Elisabeth II, long may she reign

Aujourd’hui la reine Elisabeth est devenue le monarque dont le règne en Angleterre aura été le plus long, un événement que le monde entier salue. Comment en est-on arrivé là, serait-on tenté de demander? Evidemment, il s’agit d’abord de vivre jusqu’à un âge avancé mais il y a aussi la conception que la reine Elisabeth a de sa propre fonction.

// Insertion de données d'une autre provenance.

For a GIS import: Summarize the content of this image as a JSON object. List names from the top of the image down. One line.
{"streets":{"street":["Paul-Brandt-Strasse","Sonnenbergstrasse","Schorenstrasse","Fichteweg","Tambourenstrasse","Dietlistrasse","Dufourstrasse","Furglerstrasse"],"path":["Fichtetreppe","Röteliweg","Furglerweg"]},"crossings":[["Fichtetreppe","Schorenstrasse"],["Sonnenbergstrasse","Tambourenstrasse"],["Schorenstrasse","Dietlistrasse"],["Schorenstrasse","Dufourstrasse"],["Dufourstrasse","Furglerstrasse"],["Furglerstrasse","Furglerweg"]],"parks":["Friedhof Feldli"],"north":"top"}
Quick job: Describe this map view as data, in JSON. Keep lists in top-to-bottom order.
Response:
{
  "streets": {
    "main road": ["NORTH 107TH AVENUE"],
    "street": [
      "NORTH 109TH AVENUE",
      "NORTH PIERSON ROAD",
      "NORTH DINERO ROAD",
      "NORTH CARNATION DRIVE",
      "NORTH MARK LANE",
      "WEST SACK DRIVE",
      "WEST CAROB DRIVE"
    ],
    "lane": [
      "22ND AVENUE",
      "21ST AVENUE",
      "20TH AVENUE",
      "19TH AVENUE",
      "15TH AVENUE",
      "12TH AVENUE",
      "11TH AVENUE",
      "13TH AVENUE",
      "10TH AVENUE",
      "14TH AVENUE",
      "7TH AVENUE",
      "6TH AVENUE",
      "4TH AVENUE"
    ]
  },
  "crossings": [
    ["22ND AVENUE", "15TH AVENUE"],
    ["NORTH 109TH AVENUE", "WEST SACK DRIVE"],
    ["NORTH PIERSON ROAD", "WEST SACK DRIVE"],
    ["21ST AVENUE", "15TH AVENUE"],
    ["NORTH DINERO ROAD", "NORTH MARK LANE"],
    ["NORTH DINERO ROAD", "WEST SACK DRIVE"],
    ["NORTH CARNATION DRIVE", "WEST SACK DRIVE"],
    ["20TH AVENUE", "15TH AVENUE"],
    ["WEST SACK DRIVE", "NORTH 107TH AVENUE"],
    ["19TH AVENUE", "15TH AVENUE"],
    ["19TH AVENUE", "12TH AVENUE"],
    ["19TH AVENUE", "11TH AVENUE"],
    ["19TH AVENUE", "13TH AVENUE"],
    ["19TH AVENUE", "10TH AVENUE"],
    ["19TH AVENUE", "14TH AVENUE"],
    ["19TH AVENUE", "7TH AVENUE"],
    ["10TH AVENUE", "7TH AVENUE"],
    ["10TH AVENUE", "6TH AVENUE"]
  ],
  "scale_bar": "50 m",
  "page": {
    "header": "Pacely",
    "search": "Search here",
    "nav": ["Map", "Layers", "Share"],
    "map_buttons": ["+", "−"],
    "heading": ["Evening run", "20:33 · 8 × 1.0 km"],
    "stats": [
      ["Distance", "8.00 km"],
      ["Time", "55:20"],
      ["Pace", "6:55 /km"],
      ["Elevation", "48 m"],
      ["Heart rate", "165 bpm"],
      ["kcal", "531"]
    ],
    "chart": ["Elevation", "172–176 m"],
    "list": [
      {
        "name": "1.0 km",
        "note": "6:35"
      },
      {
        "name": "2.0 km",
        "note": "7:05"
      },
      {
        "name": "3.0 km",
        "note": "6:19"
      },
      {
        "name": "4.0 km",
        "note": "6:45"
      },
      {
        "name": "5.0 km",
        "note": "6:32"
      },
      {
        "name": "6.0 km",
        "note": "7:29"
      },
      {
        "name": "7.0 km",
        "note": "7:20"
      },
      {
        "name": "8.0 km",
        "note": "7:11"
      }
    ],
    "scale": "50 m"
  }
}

Aux Pays-Bas, trois souveraines de suite, Wilhelmine, Juliana et Béatrice ont achevé leur règne par une abdication, qui s’inscrit désormais dans la tradition de l’institution monarchique dans ce pays. Plus récemment le roi des Belges Albert II et le roi d’Espagne Juan-Carlos ont eux aussi abdiqué. Du reste, lors de l’allocution prononcée à la télévision au cours de laquelle il annonçait sa décision d’abdiquer, Albert II citait le fait qu’il avait atteint un âge, quatre-vingts ans, qu’aucun roi des Belges n’avait atteint avant lui. Tous ces souverains ont en commun d’être des souverains constitutionnels dont les pouvoirs sont donc ceux que prévoit la Constitution de leur pays respectif. Le premier roi des Belges, Léopold Ier, ne manquait pas du reste de se plaindre en privé d’être à la tête d’une république couronnée.

Une monarchie sacrée

Avec la reine d’Angleterre, il en va autrement. Elisabeth n’a pas prêté serment sur une constitution, elle a été couronnée et sacrée par l’archevêque de Cantorbéry au cours d’une cérémonie qui tire ses origines du sacre des rois de France. Celui-ci à son tour trouvait son inspiration dans la Bible et notamment dans le passage du Premier Livre de Samuel où le prophète consacre David roi par l’onction de l’huile, un rite repris lors des sacres de Reims et dont on trouve encore des échos au sein de l’Eglise catholique. C’est donc en vertu de cette onction qu’Elisabeth est reine, ainsi qu’il est frappé sur les pièces émises par la Monnaie royale, E II DG REG FD, Elisabeth II Dei Gratia Regina Fidei Defensor, reine par la grâce de Dieu, Défenseur de la Foi.

C’est pourquoi La Ligne Claire est prête à prendre le pari que la conception sacrée qu’Elisabeth a de sa charge lui interdit d’abdiquer et que le jour où ses forces lui viendront à manquer, elle nommera son fils Charles Régent, jusqu’au jour où Dieu lui fera la grâce de la rappeler à lui.

On en profitera pour rappeler qu’Elisabeth porte le titre de Défenseur de la Foi en qualité de Gouverneur Suprême de l’Eglise d’Angleterre mais aussi que ce titre avait été accordé par le pape Léon X au roi Henri VIII en récompense de la rédaction par le roi d’un pamphlet où il dénonçait avec vigueur l’hérésie luthérienne alors naissante.